» Task statement: Across the listing below, count the lines containing "grid". Give nothing but the number.

» Data records:
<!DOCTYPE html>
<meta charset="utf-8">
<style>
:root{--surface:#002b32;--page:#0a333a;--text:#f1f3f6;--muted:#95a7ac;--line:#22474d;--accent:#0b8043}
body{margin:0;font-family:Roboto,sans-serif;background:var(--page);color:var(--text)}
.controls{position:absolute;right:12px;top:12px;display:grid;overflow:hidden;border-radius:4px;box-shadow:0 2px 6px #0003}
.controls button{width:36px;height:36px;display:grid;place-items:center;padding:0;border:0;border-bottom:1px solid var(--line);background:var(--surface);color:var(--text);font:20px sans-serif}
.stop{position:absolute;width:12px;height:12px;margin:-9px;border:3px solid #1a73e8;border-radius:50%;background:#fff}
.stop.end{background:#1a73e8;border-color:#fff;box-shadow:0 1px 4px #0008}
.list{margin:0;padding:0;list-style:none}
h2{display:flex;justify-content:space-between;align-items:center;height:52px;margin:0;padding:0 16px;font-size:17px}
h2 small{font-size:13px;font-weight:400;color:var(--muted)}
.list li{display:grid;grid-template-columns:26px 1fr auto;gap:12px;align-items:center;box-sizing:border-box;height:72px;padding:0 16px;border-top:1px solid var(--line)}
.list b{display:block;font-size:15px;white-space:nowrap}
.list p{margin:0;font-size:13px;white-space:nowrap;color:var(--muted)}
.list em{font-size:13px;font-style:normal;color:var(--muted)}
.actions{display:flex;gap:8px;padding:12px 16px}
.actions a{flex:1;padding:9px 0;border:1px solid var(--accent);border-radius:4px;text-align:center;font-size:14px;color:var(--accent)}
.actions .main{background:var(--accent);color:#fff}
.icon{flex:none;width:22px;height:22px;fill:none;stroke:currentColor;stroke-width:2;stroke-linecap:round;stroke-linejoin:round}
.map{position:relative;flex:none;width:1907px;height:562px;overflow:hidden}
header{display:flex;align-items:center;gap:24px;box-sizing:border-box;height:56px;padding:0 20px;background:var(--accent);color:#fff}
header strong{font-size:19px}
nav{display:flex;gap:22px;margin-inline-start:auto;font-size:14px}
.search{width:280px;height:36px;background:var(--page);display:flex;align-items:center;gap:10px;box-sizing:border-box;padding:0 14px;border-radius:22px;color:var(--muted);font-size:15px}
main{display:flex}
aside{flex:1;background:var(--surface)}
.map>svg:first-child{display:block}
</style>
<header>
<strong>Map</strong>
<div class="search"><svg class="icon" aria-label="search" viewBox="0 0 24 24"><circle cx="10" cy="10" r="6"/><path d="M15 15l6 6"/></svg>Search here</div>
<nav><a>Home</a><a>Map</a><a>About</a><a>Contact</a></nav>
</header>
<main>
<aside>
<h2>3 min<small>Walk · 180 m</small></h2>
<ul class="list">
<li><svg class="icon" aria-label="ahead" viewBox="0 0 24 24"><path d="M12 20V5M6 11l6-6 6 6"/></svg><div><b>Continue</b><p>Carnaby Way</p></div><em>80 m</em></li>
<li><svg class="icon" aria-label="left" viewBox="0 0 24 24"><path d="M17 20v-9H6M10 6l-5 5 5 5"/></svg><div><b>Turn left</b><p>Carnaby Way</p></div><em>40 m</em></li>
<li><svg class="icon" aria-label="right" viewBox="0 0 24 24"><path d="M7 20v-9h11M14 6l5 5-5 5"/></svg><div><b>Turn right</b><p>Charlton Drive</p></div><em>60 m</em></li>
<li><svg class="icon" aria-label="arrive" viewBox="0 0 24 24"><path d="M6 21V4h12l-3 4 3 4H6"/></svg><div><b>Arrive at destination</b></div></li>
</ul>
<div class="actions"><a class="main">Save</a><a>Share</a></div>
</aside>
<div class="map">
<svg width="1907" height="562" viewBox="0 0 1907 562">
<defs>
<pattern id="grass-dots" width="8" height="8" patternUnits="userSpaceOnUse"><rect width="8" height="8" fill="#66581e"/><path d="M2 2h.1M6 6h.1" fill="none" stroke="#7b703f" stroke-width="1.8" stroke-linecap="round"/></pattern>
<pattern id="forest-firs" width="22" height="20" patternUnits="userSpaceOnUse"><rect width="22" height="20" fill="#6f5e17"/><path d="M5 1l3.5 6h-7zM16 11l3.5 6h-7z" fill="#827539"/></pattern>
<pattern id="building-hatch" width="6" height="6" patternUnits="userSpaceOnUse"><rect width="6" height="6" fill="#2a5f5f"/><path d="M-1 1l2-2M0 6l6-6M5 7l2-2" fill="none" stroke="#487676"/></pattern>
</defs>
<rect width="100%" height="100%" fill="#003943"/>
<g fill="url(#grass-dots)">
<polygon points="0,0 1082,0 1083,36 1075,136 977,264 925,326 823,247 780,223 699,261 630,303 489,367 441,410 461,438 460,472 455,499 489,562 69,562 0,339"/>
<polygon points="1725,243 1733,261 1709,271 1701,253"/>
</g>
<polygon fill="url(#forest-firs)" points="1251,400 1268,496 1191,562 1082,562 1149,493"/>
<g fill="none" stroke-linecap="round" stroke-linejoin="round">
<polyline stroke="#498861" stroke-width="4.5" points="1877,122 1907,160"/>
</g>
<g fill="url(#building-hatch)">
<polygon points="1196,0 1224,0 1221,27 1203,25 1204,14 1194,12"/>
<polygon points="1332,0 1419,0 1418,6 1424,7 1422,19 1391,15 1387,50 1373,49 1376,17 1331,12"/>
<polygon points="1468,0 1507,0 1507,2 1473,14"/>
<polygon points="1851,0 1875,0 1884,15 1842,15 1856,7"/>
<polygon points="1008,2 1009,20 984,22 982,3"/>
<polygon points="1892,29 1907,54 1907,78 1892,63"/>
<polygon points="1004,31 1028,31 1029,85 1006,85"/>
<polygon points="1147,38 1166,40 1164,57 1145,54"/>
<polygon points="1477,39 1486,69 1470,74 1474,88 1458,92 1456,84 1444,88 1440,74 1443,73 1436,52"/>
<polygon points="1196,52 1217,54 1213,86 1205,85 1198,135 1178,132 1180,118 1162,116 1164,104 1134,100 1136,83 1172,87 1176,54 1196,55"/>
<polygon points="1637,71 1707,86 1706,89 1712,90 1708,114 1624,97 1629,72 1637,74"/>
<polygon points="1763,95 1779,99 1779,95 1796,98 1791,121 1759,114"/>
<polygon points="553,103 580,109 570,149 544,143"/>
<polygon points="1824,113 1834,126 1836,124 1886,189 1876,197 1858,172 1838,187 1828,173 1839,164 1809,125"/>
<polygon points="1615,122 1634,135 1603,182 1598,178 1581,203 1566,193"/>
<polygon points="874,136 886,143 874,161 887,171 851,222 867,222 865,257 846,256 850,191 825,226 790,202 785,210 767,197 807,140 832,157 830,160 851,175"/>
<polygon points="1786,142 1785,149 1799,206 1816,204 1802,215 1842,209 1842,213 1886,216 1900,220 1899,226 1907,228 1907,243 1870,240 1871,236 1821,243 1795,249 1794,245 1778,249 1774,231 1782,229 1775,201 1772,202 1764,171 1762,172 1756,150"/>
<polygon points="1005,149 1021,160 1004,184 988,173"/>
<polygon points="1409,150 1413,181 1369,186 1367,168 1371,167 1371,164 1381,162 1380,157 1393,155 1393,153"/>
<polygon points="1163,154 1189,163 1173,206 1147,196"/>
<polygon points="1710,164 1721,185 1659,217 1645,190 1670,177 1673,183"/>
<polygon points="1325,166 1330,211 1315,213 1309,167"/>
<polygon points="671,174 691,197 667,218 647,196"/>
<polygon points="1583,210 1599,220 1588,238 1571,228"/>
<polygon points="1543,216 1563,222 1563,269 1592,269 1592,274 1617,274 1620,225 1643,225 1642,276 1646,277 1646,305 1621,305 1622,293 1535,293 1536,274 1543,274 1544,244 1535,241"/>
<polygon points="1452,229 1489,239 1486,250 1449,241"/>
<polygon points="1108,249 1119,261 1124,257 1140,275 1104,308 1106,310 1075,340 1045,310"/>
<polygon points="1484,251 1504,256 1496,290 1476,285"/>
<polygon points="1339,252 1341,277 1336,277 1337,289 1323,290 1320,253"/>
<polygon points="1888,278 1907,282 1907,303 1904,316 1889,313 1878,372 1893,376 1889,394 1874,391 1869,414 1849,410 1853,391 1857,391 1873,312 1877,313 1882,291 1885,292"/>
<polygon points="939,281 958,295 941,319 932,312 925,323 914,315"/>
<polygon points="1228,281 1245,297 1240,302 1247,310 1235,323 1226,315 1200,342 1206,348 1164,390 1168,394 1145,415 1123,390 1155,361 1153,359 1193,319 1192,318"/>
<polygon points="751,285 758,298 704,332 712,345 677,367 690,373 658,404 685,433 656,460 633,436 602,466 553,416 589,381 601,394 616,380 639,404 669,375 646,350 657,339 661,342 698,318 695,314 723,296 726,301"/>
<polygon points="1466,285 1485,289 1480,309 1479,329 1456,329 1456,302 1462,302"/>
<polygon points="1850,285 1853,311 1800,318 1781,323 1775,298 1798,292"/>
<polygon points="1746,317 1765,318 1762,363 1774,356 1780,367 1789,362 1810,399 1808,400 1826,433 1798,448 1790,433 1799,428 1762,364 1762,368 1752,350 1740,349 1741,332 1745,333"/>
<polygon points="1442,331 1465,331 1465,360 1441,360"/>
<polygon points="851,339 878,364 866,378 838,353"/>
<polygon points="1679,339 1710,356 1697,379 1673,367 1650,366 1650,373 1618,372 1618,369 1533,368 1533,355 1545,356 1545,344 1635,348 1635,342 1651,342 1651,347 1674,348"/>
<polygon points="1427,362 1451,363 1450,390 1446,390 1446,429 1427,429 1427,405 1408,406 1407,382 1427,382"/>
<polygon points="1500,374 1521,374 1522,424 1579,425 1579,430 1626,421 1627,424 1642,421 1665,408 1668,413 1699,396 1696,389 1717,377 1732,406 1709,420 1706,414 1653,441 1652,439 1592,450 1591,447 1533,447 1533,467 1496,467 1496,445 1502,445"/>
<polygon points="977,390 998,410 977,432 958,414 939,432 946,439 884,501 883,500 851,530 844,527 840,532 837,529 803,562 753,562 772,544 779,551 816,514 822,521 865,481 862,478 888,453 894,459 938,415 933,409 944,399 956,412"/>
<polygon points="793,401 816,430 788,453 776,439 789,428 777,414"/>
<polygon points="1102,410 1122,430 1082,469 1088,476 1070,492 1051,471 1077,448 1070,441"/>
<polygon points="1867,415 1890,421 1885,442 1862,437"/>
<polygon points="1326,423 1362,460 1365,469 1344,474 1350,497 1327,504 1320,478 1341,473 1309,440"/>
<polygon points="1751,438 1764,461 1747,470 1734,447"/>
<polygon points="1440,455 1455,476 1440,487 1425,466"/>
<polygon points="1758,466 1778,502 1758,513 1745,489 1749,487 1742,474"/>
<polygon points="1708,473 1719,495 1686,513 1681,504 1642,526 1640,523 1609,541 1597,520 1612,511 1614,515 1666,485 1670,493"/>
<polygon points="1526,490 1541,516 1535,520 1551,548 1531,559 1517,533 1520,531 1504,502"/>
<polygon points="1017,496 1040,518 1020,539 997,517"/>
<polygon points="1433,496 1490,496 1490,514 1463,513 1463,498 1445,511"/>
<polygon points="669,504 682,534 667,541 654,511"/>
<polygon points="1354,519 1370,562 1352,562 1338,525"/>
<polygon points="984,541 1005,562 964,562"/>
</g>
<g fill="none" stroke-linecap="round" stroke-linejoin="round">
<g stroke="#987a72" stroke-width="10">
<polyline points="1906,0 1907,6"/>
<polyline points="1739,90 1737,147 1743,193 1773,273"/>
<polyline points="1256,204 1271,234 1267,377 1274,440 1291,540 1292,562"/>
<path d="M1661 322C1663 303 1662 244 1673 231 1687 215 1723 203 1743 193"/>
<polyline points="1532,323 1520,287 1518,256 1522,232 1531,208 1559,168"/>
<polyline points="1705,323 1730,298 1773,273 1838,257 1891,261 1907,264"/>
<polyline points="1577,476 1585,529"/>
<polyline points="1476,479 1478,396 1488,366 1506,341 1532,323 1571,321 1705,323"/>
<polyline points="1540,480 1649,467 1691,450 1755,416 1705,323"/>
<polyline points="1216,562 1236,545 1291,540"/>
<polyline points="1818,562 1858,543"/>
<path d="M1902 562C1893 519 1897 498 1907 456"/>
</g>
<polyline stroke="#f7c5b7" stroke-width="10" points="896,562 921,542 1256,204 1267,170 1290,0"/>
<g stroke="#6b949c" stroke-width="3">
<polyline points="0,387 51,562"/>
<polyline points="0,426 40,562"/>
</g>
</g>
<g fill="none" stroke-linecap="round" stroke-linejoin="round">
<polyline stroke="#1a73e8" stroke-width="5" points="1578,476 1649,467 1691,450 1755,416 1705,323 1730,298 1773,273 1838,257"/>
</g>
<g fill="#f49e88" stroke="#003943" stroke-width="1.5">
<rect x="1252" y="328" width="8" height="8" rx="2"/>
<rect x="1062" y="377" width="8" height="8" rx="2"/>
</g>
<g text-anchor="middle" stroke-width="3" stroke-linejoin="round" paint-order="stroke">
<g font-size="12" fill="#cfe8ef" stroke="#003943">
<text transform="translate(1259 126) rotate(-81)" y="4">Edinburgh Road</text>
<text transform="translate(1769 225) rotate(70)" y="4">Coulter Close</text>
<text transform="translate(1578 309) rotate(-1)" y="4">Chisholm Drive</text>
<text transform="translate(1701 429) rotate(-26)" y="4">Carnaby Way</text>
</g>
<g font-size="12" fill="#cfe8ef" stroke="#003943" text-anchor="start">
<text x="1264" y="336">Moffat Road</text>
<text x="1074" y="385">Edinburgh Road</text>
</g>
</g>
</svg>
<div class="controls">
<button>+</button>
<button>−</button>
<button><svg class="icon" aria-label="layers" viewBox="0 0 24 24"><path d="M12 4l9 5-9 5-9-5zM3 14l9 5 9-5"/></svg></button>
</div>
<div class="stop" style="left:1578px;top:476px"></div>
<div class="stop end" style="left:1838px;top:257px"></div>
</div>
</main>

» Answer for this exercise: 3